▸ **THE PROBLEM**
The required result is every line of the records that includes "Terrace".

Top of RECORDS FOR THE EXERCISE

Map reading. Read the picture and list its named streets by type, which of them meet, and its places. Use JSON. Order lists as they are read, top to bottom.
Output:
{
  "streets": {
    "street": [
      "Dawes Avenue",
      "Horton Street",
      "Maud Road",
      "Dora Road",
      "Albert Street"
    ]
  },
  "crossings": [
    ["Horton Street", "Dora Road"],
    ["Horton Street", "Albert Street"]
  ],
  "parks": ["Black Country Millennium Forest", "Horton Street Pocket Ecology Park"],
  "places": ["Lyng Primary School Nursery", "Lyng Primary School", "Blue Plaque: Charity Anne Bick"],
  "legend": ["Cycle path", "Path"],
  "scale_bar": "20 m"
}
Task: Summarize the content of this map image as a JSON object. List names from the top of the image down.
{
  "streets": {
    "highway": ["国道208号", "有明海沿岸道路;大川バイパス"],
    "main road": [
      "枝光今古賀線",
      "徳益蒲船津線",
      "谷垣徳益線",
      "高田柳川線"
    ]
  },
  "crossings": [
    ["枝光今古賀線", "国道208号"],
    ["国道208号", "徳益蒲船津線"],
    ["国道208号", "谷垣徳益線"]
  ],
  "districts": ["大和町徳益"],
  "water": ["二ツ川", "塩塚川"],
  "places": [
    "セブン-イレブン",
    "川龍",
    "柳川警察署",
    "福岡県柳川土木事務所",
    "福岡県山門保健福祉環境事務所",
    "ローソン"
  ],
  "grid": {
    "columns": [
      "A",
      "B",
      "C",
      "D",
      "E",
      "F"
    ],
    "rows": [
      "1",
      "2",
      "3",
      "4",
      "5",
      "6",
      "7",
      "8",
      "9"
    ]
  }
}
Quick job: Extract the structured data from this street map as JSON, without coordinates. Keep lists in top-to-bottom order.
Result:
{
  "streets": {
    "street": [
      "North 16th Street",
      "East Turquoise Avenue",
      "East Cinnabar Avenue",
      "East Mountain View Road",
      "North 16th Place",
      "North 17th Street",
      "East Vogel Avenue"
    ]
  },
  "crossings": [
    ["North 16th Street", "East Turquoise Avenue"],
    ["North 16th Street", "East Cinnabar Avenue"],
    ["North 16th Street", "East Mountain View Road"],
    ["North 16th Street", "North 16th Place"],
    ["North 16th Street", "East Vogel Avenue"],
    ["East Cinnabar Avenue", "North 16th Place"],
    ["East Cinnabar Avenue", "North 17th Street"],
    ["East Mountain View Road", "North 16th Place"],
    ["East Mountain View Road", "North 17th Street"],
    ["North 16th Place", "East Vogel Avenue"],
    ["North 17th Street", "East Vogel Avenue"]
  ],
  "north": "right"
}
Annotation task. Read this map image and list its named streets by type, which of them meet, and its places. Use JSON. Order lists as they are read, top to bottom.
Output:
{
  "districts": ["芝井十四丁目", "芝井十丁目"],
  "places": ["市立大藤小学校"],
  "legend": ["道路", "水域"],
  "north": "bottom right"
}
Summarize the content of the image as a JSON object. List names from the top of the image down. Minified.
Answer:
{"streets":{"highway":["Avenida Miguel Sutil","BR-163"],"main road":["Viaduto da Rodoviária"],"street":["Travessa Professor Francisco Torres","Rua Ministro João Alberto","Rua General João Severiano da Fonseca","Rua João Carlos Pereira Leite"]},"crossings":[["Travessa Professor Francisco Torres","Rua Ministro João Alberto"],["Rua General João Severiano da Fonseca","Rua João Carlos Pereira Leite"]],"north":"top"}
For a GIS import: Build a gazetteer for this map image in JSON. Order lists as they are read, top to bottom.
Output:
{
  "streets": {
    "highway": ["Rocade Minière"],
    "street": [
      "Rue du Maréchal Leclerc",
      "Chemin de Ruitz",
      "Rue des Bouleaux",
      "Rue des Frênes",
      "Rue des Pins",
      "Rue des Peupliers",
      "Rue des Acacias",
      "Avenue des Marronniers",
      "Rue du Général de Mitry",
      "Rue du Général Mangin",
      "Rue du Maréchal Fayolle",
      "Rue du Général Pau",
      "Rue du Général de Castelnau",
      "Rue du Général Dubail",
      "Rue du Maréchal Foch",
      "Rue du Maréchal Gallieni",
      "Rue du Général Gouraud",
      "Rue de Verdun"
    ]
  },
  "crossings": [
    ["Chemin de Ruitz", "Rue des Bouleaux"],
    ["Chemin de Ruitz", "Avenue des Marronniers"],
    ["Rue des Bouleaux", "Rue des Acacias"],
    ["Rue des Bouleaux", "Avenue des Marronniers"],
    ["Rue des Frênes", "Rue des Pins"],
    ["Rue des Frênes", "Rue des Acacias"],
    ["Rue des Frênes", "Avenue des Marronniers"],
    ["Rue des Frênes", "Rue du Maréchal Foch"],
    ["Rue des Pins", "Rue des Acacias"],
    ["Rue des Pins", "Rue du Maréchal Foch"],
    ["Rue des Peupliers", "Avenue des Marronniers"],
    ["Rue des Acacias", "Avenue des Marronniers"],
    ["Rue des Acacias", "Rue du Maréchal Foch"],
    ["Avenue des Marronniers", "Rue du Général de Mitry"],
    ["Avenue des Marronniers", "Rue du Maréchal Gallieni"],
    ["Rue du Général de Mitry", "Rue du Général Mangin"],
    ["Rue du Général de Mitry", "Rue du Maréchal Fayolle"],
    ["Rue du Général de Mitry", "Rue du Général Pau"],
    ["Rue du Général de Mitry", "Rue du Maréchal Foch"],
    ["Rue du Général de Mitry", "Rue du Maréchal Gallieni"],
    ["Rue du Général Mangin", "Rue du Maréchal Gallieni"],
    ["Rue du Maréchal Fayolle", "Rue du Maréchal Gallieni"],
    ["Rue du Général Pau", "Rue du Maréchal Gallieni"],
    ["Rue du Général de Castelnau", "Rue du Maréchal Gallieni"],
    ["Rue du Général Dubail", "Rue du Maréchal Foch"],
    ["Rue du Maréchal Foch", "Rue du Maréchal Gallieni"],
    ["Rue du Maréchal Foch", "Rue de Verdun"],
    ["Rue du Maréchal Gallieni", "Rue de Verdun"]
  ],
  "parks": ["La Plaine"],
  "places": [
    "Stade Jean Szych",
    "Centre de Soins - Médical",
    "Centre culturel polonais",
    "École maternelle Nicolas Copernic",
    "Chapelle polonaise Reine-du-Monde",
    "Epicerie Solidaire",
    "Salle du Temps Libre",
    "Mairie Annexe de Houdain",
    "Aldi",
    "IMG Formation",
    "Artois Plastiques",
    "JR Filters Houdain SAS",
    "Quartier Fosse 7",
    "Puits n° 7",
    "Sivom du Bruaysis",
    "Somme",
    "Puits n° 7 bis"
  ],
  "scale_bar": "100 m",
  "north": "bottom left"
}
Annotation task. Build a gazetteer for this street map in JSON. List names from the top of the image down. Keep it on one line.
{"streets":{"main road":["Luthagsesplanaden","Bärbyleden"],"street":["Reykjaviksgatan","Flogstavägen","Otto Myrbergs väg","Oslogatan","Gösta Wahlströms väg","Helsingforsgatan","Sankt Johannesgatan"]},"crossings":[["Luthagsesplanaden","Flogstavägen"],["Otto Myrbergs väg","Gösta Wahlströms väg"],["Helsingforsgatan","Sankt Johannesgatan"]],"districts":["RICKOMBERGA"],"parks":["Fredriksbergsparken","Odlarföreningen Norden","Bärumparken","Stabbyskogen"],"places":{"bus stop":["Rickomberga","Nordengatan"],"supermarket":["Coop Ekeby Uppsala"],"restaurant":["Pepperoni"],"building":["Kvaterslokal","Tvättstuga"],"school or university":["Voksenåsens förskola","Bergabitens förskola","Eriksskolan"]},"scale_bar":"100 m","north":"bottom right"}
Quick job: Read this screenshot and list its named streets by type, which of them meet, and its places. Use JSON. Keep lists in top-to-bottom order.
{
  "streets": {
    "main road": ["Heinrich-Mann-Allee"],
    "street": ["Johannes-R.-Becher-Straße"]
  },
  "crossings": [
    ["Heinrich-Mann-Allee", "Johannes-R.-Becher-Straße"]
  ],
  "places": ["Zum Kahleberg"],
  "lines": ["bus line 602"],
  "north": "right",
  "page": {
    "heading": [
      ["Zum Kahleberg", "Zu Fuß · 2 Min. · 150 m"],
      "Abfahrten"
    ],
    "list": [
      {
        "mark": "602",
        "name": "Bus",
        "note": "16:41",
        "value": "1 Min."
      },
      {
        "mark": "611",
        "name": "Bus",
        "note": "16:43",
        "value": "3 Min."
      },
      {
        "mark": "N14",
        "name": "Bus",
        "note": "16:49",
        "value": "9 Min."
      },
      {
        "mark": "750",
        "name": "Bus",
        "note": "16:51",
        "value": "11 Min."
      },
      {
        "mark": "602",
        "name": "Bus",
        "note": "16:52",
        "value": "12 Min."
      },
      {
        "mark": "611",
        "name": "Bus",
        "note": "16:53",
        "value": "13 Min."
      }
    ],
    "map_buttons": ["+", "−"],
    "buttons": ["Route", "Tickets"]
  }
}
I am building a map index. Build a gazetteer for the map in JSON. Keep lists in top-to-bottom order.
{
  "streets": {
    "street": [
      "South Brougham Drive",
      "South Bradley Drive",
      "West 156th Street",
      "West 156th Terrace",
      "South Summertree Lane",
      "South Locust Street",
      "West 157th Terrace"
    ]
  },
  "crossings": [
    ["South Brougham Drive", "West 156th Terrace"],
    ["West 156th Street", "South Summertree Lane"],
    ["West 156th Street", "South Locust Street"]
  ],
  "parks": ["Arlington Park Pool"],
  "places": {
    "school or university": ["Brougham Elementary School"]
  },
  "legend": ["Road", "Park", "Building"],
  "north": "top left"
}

Bottom of RECORDS FOR THE EXERCISE

▸ **RESPONSE TO THE EXERCISE**
      "West 156th Terrace",
      "West 157th Terrace"
    ["South Brougham Drive", "West 156th Terrace"],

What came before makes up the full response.